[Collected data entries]
======

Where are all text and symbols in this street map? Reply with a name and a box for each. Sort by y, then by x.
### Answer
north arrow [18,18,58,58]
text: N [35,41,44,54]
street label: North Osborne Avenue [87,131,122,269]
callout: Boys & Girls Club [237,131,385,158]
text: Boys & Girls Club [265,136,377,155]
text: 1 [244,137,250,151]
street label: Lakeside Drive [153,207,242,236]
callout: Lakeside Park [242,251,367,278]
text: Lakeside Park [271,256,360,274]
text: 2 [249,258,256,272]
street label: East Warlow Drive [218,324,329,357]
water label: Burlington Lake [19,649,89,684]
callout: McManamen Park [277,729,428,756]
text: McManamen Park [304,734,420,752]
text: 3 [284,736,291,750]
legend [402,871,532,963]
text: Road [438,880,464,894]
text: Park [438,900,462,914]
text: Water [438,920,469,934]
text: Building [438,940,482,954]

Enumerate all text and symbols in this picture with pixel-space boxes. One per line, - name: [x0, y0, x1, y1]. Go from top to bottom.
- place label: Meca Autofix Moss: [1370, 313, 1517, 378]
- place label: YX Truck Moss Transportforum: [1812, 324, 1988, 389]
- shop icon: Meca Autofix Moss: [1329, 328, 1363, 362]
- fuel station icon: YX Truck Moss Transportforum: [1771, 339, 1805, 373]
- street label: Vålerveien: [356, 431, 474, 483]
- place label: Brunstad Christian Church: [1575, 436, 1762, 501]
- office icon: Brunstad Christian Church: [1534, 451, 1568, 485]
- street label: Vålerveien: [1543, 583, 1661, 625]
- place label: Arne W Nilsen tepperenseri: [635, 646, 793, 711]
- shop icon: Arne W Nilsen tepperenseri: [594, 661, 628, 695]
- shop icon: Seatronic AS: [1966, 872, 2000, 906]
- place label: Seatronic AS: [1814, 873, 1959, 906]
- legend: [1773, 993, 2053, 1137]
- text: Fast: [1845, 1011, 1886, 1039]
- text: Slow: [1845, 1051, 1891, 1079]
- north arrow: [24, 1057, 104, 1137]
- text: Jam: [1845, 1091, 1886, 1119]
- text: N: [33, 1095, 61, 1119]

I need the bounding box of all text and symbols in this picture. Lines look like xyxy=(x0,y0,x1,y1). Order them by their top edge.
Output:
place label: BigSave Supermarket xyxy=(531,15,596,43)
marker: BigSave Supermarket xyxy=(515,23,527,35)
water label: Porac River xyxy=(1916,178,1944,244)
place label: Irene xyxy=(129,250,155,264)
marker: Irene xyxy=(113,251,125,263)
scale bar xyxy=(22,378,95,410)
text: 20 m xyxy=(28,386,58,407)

======

**Work task:** Restate the full data above, keeping each word intact.

**Finished task:**
Where are all text and symbols in this street map? Reply with a name and a box for each. Sort by y, then by x.
### Answer
north arrow [18,18,58,58]
text: N [35,41,44,54]
street label: North Osborne Avenue [87,131,122,269]
callout: Boys & Girls Club [237,131,385,158]
text: Boys & Girls Club [265,136,377,155]
text: 1 [244,137,250,151]
street label: Lakeside Drive [153,207,242,236]
callout: Lakeside Park [242,251,367,278]
text: Lakeside Park [271,256,360,274]
text: 2 [249,258,256,272]
street label: East Warlow Drive [218,324,329,357]
water label: Burlington Lake [19,649,89,684]
callout: McManamen Park [277,729,428,756]
text: McManamen Park [304,734,420,752]
text: 3 [284,736,291,750]
legend [402,871,532,963]
text: Road [438,880,464,894]
text: Park [438,900,462,914]
text: Water [438,920,469,934]
text: Building [438,940,482,954]

Enumerate all text and symbols in this picture with pixel-space boxes. One per line, - name: [x0, y0, x1, y1]. Go from top to bottom.
- place label: Meca Autofix Moss: [1370, 313, 1517, 378]
- place label: YX Truck Moss Transportforum: [1812, 324, 1988, 389]
- shop icon: Meca Autofix Moss: [1329, 328, 1363, 362]
- fuel station icon: YX Truck Moss Transportforum: [1771, 339, 1805, 373]
- street label: Vålerveien: [356, 431, 474, 483]
- place label: Brunstad Christian Church: [1575, 436, 1762, 501]
- office icon: Brunstad Christian Church: [1534, 451, 1568, 485]
- street label: Vålerveien: [1543, 583, 1661, 625]
- place label: Arne W Nilsen tepperenseri: [635, 646, 793, 711]
- shop icon: Arne W Nilsen tepperenseri: [594, 661, 628, 695]
- shop icon: Seatronic AS: [1966, 872, 2000, 906]
- place label: Seatronic AS: [1814, 873, 1959, 906]
- legend: [1773, 993, 2053, 1137]
- text: Fast: [1845, 1011, 1886, 1039]
- text: Slow: [1845, 1051, 1891, 1079]
- north arrow: [24, 1057, 104, 1137]
- text: Jam: [1845, 1091, 1886, 1119]
- text: N: [33, 1095, 61, 1119]

I need the bounding box of all text and symbols in this picture. Lines look like xyxy=(x0,y0,x1,y1). Order them by their top edge.
Output:
place label: BigSave Supermarket xyxy=(531,15,596,43)
marker: BigSave Supermarket xyxy=(515,23,527,35)
water label: Porac River xyxy=(1916,178,1944,244)
place label: Irene xyxy=(129,250,155,264)
marker: Irene xyxy=(113,251,125,263)
scale bar xyxy=(22,378,95,410)
text: 20 m xyxy=(28,386,58,407)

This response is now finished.